1. Tell us a bit more about yourself.

I was born in Australia 51 years ago. We moved to “the bush” from the beach when I was 14 when my parents bought a 1000 acre sheep and cattle farm. Along with the commercial animals we had livestock for home consumption including pigs, dairy cows and poultry. I loved the farm life and especially animal husbandry. When I was fifteen I discovered my need to fight for injustice and took on the federal government over the banning of the aerial application of high concentration sulfa fertilizer. I wrote a full page op-ed that was published in “The Land” newspaper. This triggered a movement in the country that had the ban reviewed and removed.

I went on to become a nurse and took a 12 month contract in the USA. That was in 1989 and I am still here. I met my wife at a hospital I worked at and it was love at first sight. In 1995, I married my soul mate and best friend. We had the classic double income no kid (DINK) lifestyle. We traveled the world, ate in fine restaurants and became SCUBA diving fanatics.

The no-kids thing was not an issue but we decided to adopt. We were all set to file and then Mrs Oz fell pregnant. We had a miscarriage in 2006. This rocked our world. We spent the next two years and well over $100,000 on infertility treatments and multiple rounds of IVF.

Finally we decided to adopt again. After doing a lot of research we discovered that we could adopt locally in my wife’s native country of The Philippines and it was just a 2 year process. In Jan 2009 we quit our jobs and moved to a beach house on 2.5 acres in the central Philippines.

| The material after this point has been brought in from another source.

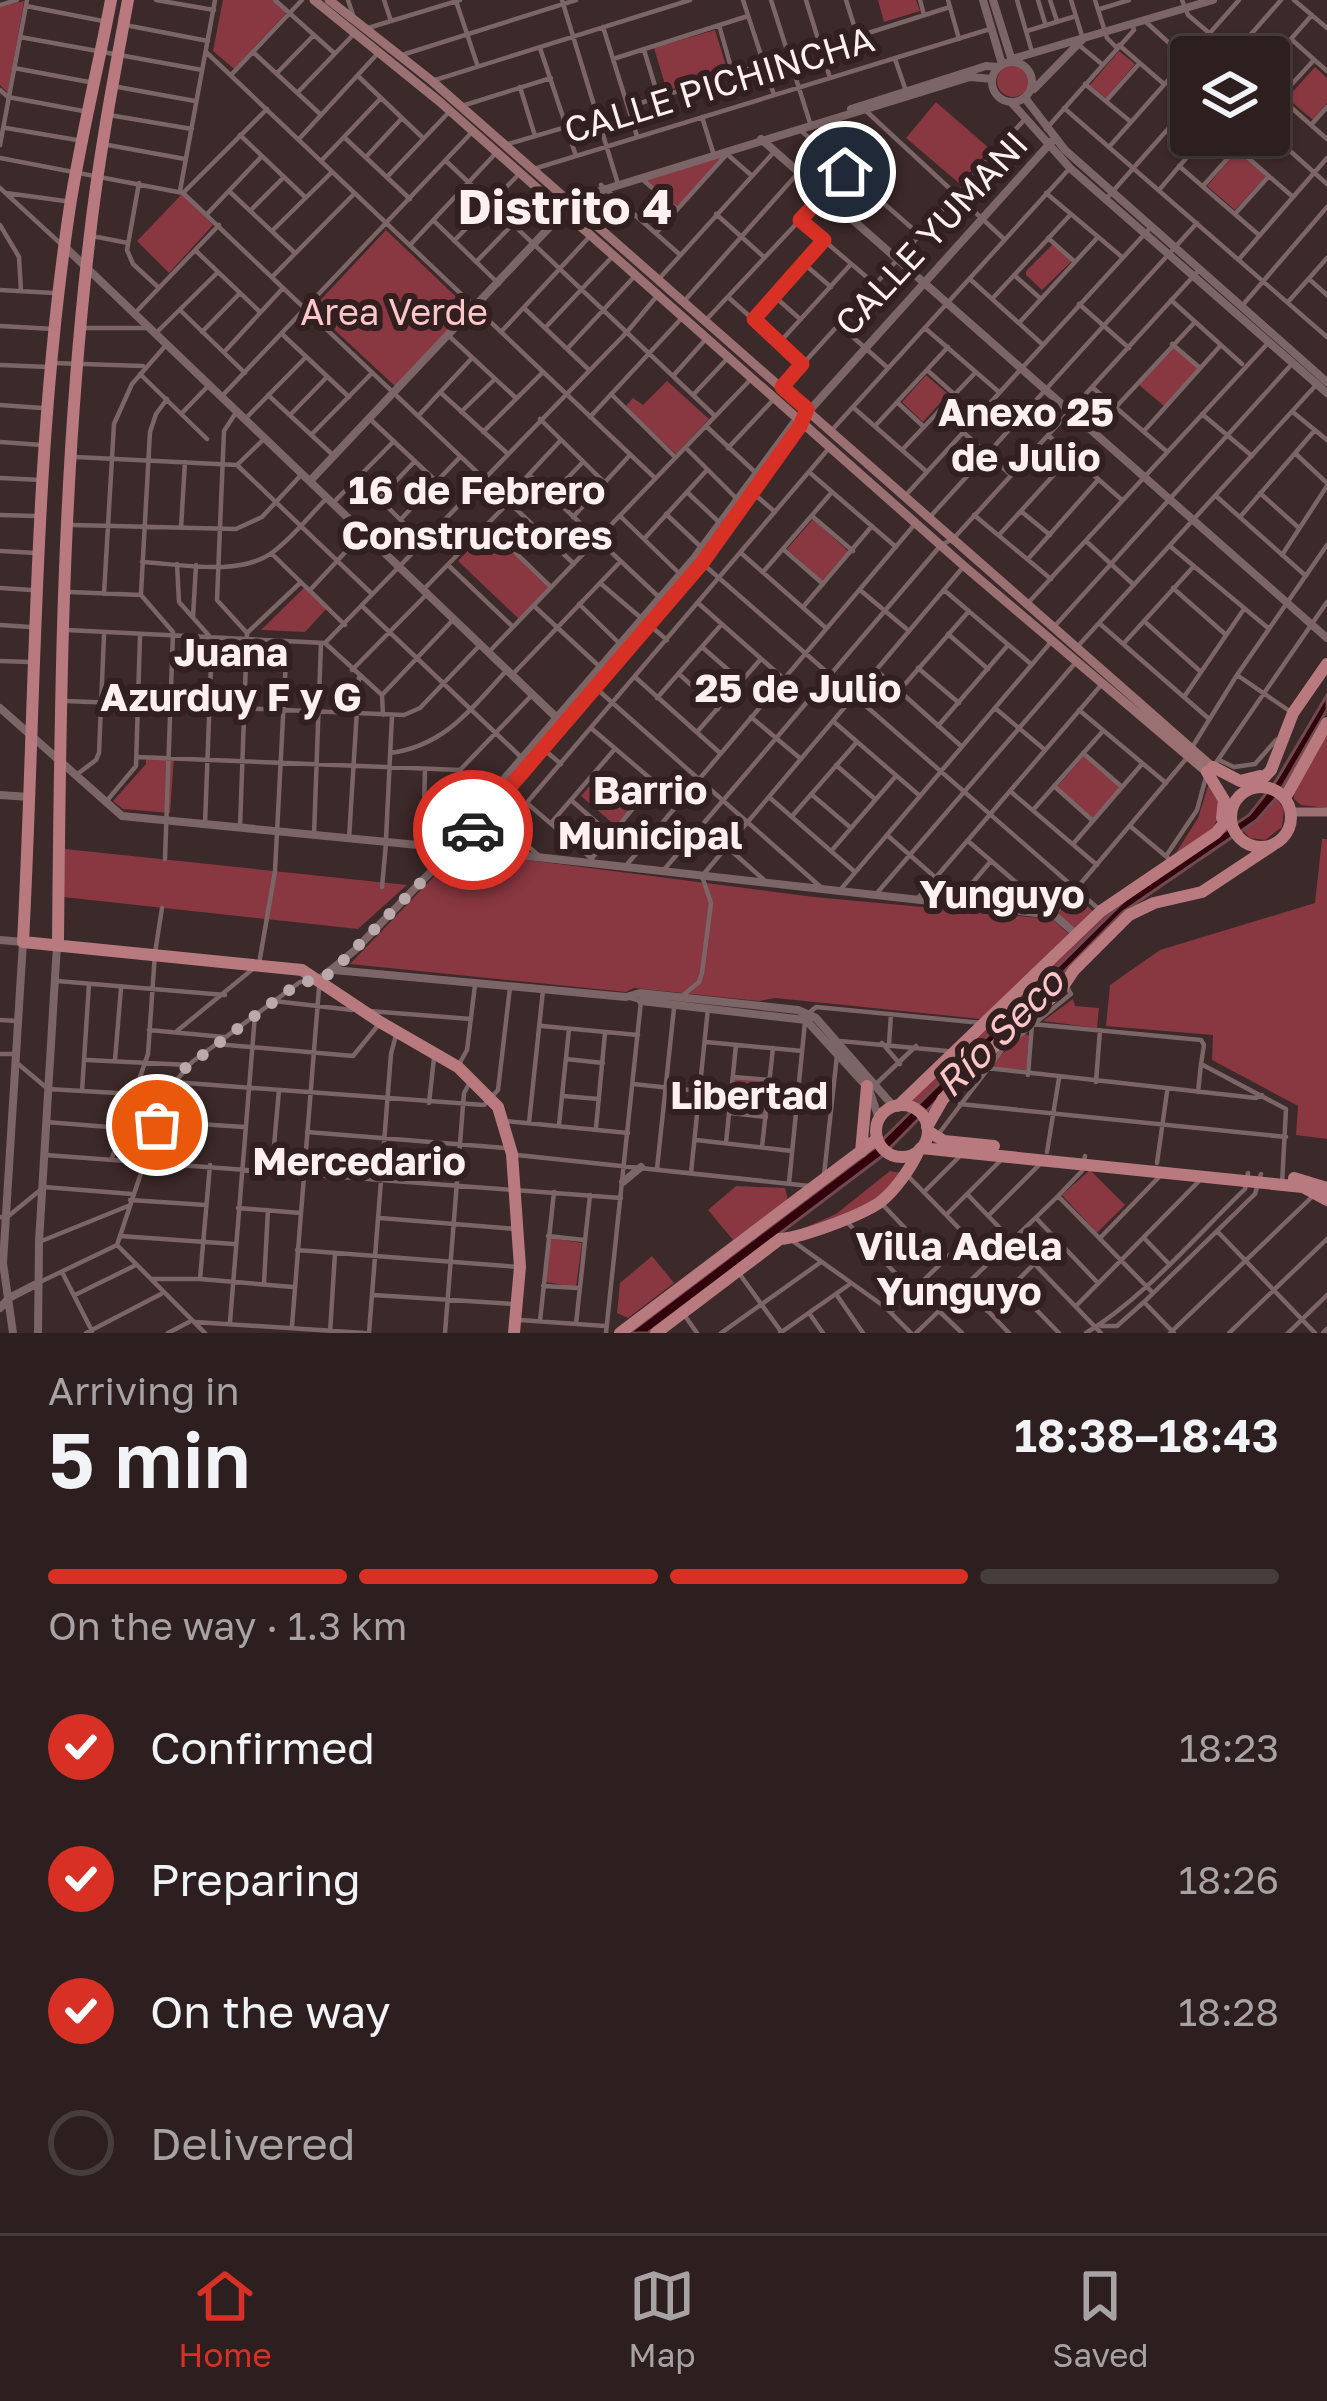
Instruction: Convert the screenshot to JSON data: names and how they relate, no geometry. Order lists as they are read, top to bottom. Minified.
{"streets":{"street":["CALLE PICHINCHA","CALLE YUMANI"]},"districts":["Distrito 4","Anexo 25 de Julio","16 de Febrero Constructores","Juana Azurduy F y G","25 de Julio","Barrio Municipal","Yunguyo","Libertad","Mercedario","Villa Adela Yunguyo"],"water":["Río Seco"],"parks":["Area Verde"],"page":{"heading":["5 min","Arriving in","18:38–18:43"],"bar":"On the way · 1.3 km","list":[["Confirmed","18:23"],["Preparing","18:26"],["On the way","18:28"],"Delivered"],"tabs":["Home","Map","Saved"]}}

It’s now five and a half years later, the amended birth certificates of our two adopted kids are finally available for pick up. The rush on overseas adoptions by celebrities caused changes in international adoption laws. By the time we get green cards for the kids, it will have been a six and a half year process. I could not afford to stay unemployed in The Philippines so I had to leave my wife in country to keep the adoption process moving while I commuted to and from SoCal working as a Cardiology Service Line Administrator. I have racked up over half a million flight miles to kiss, cuddle and smell my family.

Some things about me:
  • I have crawled down into the center of an Egyptian pyramid, had our boat break down in the middle of the Pacific Ocean after feeding a goat to Komodo Dragons and have been adopted by a Balinese royal family
  • I gained EPA certification as a HVAC technician so I could install my own central heating/air-conditioning
  • I love a good road trip and have driven a car in twenty countries. I have been pulled over by police in six of them and escorted by a military convoy in one.
  • I have never paid a bribe
  • I have been handcuffed for obstruction of justice but the charges were dropped when the emotional red neck cop realized that he was arresting me for telling him he was in the wrong
  • I was the “star” of a TV commercial about toilet seats and have performed on stage in a tutu

I have always run towards life and embraced adventure.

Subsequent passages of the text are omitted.